Once again, we’re rolling up to Christmas. This year, globally, it’s going to be a bit of an odd time of year, with the coronavirus interfering far more in our lives than anyone would want. Look across Europe and you will see lockdowns abounding. But with all the similarities connected to the restrictions, we can’t not notice the differences that now exist, more than ever, between Western and Eastern Europe. Christmas brings these differences to the fore.
Take Hungary, for example. A country with an overwhelming majority Christian population. And that’s not to say that people religiously attend church, pun intended, although it’s not hard to assume that the percentage of church-goers in the Eastern part of Europe is higher than in the West.
And for some in the West, that appears to be a problem. In my opinion, and in the opinion of many, the fact that this is a problem for the West reveals the true problem: the West have lost touch with their past, with their Christian-Jewish roots.
This is an odd development, albeit one that, in the UK at least, has been ongoing for many decades now. Religion, or to be more accurate, white Christianity isn’t cool. It’s the original natives of Britain that have not so much lost, rather deserted their religion. This has been encouraged by the liberals and the Left, but it doesn’t apply to all religions, obviously.

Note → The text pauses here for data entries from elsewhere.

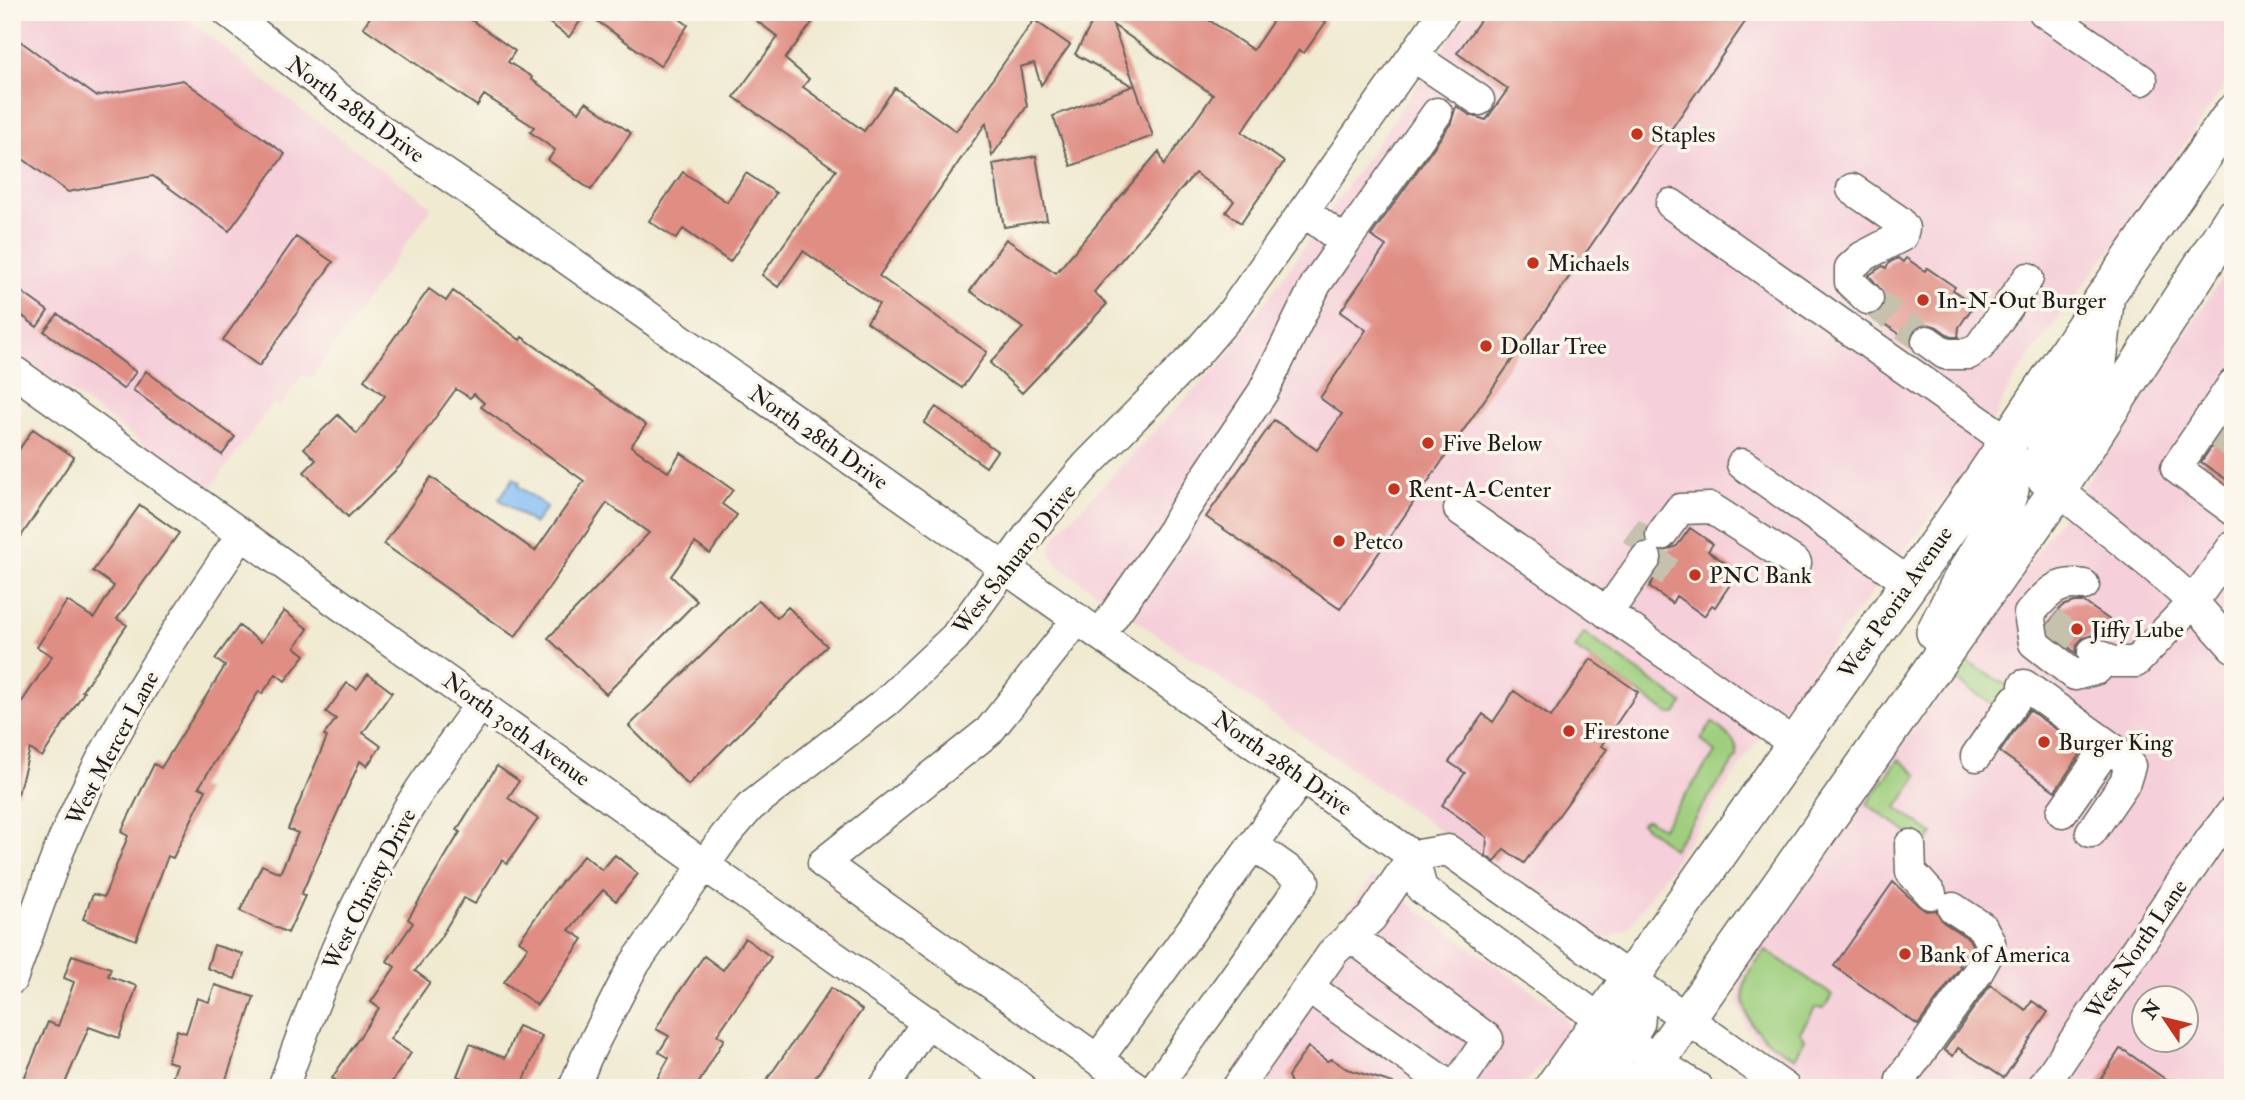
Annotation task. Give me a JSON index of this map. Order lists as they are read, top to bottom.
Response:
{
  "streets": {
    "main road": ["West Peoria Avenue"],
    "street": [
      "North 28th Drive",
      "West Sahuaro Drive",
      "North 30th Avenue",
      "West Mercer Lane",
      "West Christy Drive",
      "West North Lane"
    ]
  },
  "crossings": [
    ["North 28th Drive", "West Sahuaro Drive"],
    ["West Sahuaro Drive", "North 30th Avenue"],
    ["North 30th Avenue", "West Mercer Lane"],
    ["North 30th Avenue", "West Christy Drive"]
  ],
  "places": [
    "Staples",
    "Michaels",
    "In-N-Out Burger",
    "Dollar Tree",
    "Five Below",
    "Rent-A-Center",
    "Petco",
    "PNC Bank",
    "Jiffy Lube",
    "Firestone",
    "Burger King",
    "Bank of America"
  ],
  "north": "top left"
}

You don’t see the liberals encouraging people to abandon their religion if they’re Muslim, or Jewish, or black Christian. No, this is something that is aimed pretty much exclusively at white Christians.

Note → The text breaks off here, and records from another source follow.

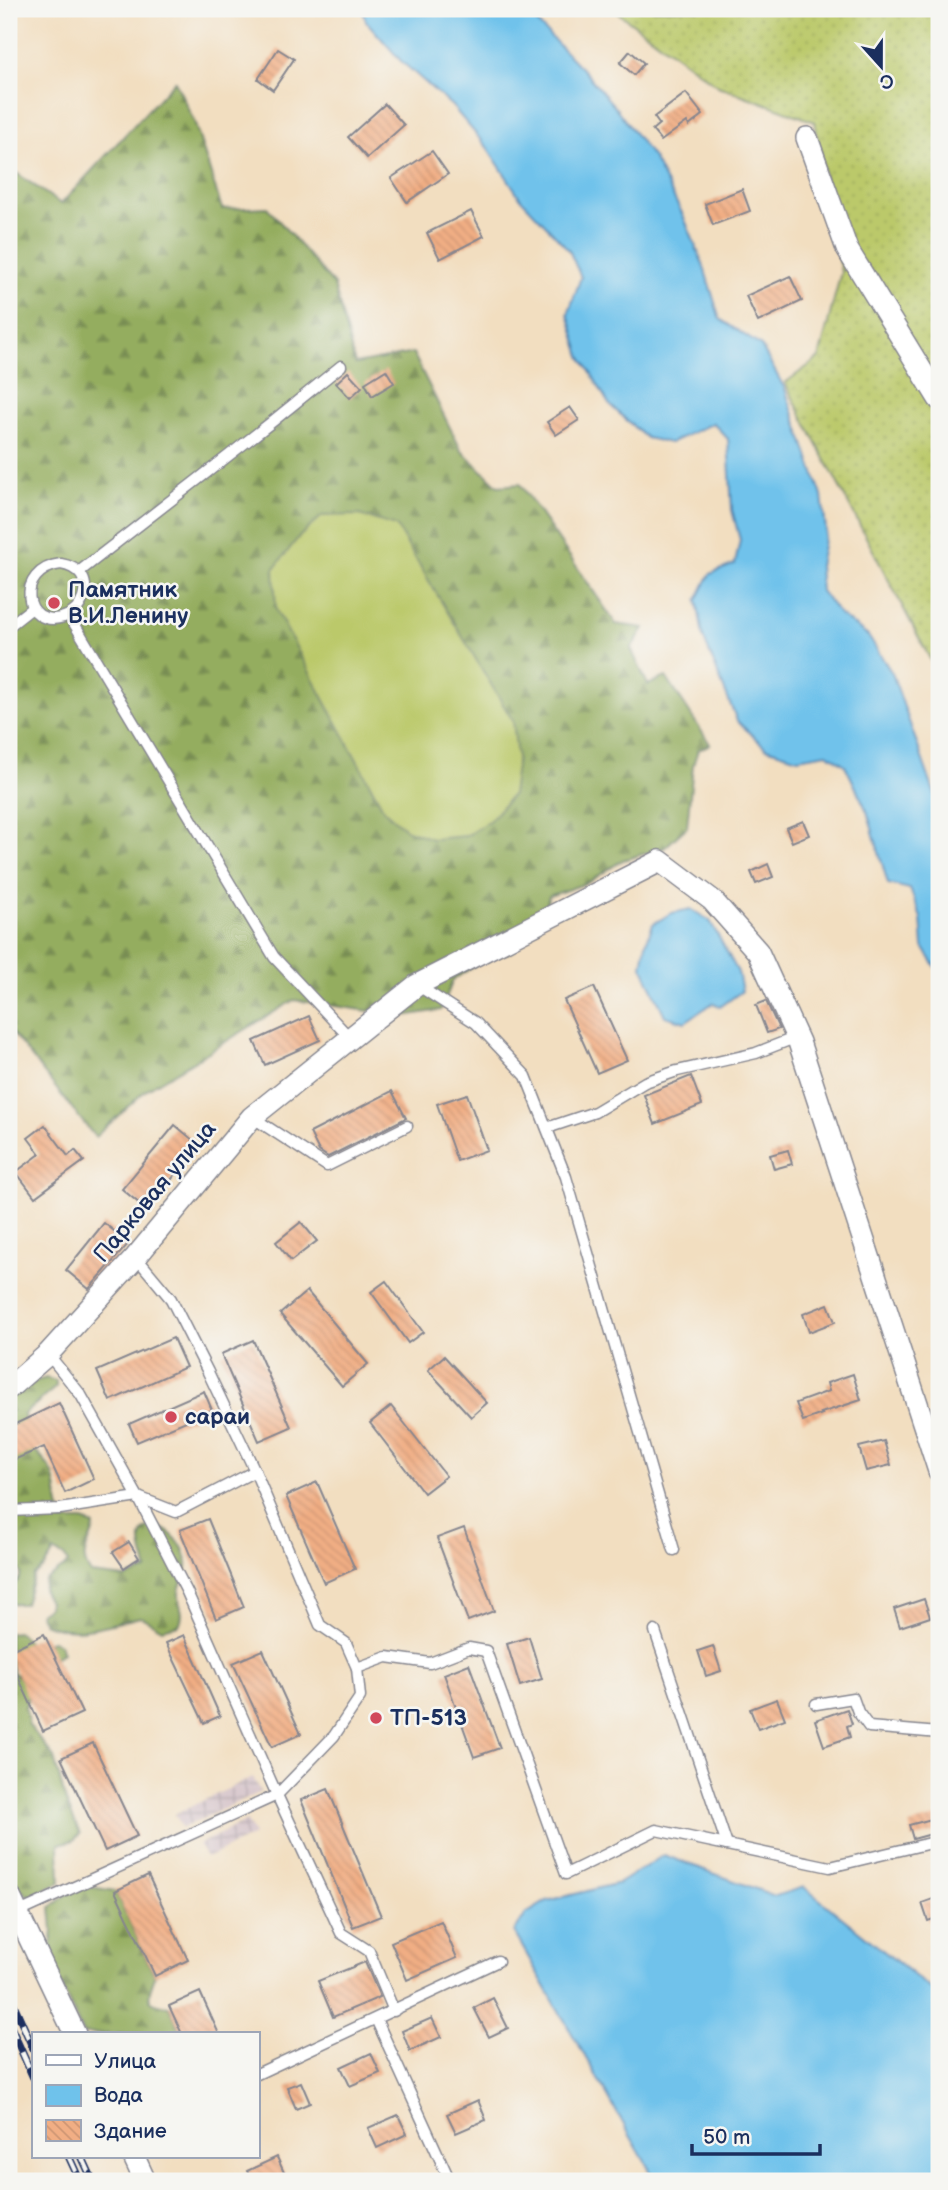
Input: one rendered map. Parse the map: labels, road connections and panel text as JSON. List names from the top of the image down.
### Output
{
  "streets": {
    "street": ["Парковая улица"]
  },
  "places": ["Памятник В.И.Ленину", "сараи", "ТП-513"],
  "legend": ["Улица", "Вода", "Здание"],
  "scale_bar": "50 m",
  "north": "bottom"
}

The ones whom everyone can offend, the ones who always turn the other cheek. The ones you can take the piss out of without having to fear that some nutter with a knife is going to stalk you and cleave your head from the rest of you.
White Christians in Britain have, with plenty of encouragement, started to forget where and what they came from.
But not all Christianity bothers the liberals. The Guardian, that beacon of wokeness, wouldn’t think of condemning the Italians, or the Spanish, for example, for being Catholic, but when it comes to Hungary…well, as far as The Guardian is concerned, the Hungarians are always fair game, aren’t they?
It appears that The Guardian is mortally offended by the fact that Hungary’s Prime Minister is a Christian; describing Orbán, incorrectly, as a ‘far-right leader’. Orbán is a conservative, not a member of the ‘far-right’…you don’t see Hungarian journalists, no matter where they are to be found on the political spectrum, referring to Boris Johnson as ‘far-right’.
Of course, what’s got up the nose of The Guardian is that they see Hungary’s Prime Minister using Christianity to justify his country’s stance on illegal migration. ‘Using’. That’s a very jaundiced idea to put forward. The cynics at The Guardian, following the liberal credo of ‘Christianity is bad’ can’t, not even for the quickest moment comprehend that the Prime Minister is not ‘using’ Christianity at all. Perhaps he’s just a Christian man, leading a Christian country, with a legal system, similarly to most European countries, built on the ten commandments that come from Christian-Jewish culture. Isn’t that a possibility?
This, of course, is nothing new; we’ve become somewhat inured against the continual lies told about us. But, even if we’ve become inured against the lies, that’s no reason to let the liars off the hook.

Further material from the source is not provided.